[Information Boundary: Start]
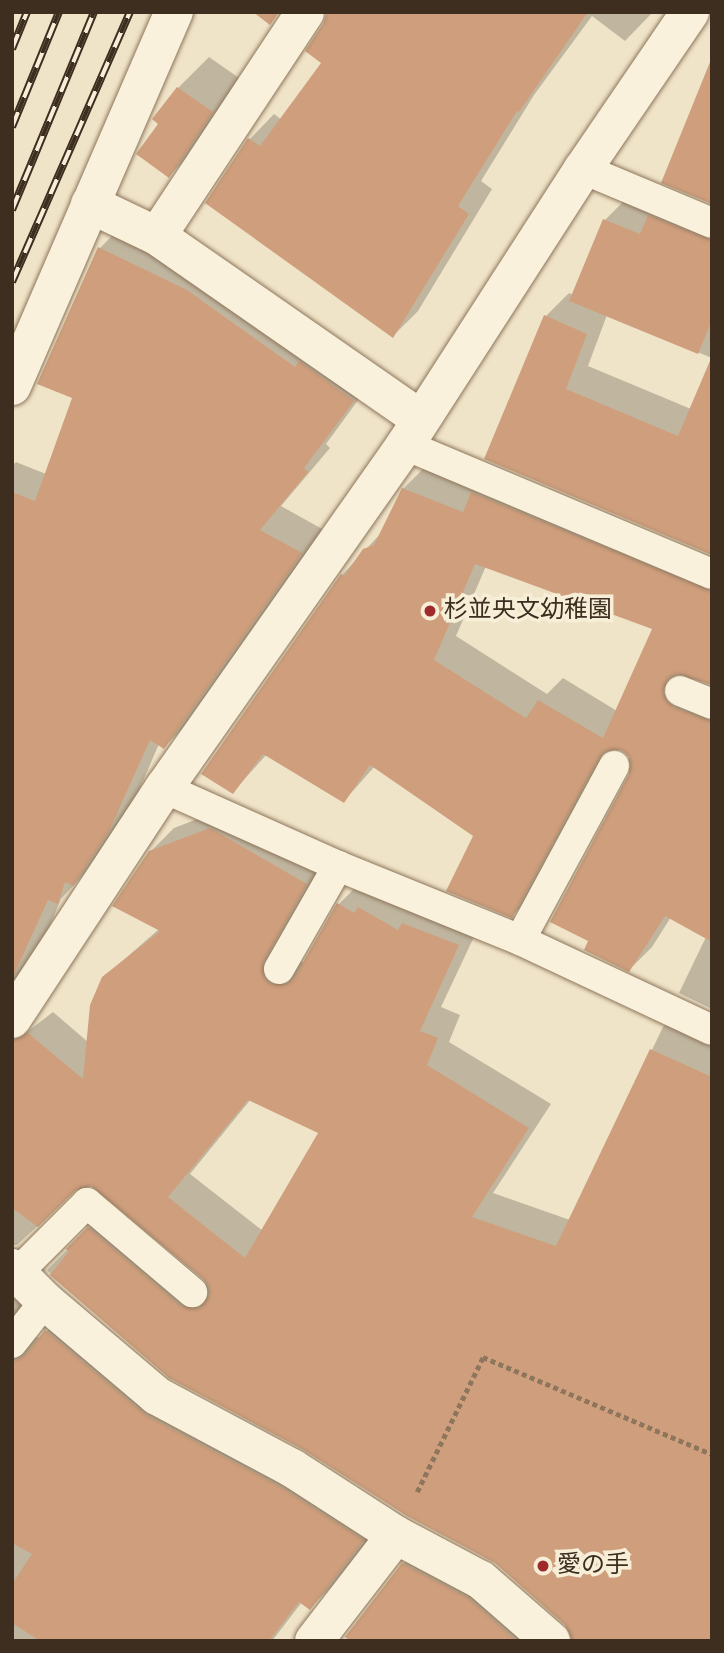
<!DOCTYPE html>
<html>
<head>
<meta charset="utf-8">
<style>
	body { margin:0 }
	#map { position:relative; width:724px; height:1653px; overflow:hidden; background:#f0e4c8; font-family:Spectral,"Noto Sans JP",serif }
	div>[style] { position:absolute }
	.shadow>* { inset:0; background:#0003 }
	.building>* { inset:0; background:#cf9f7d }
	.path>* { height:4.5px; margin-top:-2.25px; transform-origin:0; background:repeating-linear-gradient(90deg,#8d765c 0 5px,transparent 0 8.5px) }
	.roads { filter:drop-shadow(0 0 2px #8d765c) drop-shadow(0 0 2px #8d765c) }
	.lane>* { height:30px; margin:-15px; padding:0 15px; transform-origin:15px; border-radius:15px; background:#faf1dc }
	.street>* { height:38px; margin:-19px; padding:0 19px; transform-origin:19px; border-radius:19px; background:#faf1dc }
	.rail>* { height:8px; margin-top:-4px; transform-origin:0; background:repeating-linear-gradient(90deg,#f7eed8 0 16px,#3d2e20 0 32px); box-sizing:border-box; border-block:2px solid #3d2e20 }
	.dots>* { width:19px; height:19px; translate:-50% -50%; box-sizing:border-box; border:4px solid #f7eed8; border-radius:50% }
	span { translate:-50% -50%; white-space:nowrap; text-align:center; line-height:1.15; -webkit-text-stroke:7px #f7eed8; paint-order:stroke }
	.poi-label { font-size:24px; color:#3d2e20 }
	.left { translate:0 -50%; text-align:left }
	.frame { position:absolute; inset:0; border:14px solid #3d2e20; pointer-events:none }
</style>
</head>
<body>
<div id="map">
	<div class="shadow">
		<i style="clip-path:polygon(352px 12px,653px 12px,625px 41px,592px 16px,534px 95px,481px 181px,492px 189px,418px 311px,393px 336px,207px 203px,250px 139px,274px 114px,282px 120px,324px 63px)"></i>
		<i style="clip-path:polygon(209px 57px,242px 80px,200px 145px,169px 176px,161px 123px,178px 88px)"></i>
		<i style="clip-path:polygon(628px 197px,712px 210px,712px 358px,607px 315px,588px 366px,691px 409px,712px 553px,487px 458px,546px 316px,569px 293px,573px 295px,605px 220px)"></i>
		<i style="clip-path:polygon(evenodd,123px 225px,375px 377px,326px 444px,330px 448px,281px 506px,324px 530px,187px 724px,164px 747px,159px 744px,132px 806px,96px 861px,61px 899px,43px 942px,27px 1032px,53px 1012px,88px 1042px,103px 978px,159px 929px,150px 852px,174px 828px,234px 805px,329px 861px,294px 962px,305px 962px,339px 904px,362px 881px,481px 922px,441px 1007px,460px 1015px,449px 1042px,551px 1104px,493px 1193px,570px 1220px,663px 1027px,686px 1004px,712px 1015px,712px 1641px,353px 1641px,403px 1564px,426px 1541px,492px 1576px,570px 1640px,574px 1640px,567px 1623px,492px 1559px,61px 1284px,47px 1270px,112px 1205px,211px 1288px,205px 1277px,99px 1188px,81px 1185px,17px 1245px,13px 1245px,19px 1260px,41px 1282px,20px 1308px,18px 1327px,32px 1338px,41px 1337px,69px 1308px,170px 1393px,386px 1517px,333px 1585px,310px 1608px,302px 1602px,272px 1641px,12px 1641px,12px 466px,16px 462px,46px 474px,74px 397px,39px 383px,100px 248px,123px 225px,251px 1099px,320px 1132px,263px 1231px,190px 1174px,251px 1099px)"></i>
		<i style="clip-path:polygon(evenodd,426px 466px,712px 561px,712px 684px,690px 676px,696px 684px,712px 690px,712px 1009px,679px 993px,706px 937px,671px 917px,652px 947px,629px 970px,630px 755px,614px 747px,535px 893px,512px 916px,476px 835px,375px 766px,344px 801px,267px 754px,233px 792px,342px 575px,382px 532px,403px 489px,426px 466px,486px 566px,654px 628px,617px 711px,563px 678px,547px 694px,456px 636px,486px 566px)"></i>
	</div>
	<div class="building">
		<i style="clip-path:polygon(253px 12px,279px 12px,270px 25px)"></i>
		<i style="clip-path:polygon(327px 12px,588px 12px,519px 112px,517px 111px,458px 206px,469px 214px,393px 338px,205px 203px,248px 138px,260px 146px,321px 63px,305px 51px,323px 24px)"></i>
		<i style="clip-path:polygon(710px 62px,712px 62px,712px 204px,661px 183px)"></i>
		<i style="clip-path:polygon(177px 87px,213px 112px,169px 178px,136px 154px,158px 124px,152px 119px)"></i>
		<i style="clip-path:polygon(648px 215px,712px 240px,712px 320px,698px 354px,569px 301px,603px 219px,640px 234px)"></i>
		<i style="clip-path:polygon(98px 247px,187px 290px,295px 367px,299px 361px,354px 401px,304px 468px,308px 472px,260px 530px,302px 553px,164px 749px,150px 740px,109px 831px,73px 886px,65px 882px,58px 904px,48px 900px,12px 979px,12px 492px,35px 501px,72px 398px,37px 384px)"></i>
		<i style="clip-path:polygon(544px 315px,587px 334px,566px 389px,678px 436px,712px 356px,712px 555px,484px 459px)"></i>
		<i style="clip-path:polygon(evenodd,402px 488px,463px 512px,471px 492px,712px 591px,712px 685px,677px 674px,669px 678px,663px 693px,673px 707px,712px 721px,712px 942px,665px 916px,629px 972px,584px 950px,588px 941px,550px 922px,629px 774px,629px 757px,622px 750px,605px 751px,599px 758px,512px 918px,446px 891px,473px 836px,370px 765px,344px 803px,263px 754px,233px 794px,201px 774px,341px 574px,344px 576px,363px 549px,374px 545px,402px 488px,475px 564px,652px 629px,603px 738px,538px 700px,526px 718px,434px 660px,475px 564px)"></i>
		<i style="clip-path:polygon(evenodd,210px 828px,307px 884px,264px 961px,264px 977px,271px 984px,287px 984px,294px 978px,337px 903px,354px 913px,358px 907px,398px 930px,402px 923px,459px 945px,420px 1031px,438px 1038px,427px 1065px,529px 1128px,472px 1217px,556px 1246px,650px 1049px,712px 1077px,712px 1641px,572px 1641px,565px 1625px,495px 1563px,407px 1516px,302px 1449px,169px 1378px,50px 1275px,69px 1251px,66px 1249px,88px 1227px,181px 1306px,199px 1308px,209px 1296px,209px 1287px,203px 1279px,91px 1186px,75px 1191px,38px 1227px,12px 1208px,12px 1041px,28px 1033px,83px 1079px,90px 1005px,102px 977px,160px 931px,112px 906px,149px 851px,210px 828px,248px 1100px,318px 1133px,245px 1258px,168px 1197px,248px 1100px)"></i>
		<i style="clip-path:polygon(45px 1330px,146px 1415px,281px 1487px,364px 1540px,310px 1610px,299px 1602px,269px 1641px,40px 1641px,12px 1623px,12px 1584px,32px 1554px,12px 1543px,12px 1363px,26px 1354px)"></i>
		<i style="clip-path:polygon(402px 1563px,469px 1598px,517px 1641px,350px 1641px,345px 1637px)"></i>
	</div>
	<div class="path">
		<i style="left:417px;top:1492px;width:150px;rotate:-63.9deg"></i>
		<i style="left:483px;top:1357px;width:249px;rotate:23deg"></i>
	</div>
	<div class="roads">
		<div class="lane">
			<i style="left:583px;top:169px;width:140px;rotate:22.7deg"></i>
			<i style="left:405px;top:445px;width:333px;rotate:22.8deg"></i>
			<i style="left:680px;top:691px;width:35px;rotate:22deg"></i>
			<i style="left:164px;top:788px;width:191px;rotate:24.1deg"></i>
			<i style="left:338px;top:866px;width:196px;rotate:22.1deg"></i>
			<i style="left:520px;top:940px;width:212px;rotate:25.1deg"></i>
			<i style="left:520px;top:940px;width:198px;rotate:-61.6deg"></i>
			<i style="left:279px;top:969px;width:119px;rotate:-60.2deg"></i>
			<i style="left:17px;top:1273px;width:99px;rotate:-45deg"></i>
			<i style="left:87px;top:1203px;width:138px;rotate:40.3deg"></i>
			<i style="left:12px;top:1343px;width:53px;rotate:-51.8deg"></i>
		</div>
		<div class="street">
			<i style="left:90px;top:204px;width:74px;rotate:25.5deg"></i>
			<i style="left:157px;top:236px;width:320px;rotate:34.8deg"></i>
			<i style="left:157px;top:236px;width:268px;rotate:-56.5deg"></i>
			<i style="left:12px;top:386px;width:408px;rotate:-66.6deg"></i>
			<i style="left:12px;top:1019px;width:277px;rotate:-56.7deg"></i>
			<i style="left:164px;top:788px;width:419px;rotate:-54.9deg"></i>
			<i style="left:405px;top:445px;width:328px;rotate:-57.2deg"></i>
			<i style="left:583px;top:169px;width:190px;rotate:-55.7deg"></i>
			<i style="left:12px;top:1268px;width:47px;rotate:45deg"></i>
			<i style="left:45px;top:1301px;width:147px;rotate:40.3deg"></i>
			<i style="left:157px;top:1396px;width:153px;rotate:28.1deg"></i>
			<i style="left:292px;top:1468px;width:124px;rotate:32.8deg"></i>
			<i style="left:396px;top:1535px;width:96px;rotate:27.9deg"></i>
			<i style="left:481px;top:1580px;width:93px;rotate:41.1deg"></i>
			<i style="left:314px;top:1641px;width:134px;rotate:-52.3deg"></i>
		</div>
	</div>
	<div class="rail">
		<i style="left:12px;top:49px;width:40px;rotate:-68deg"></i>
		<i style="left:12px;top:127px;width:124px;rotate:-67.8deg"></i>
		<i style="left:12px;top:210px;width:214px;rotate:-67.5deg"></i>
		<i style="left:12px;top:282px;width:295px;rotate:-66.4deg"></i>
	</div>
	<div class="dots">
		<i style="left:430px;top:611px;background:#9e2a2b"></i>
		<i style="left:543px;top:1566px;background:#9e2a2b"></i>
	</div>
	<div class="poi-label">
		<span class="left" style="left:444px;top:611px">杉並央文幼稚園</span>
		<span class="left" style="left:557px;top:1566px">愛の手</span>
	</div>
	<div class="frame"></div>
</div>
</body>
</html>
[Information Boundary: End]
Problem:
Take from the listing above each line containing "lane".

Exercise response:
	.lane>* { height:30px; margin:-15px; padding:0 15px; transform-origin:15px; border-radius:15px; background:#faf1dc }
		<div class="lane">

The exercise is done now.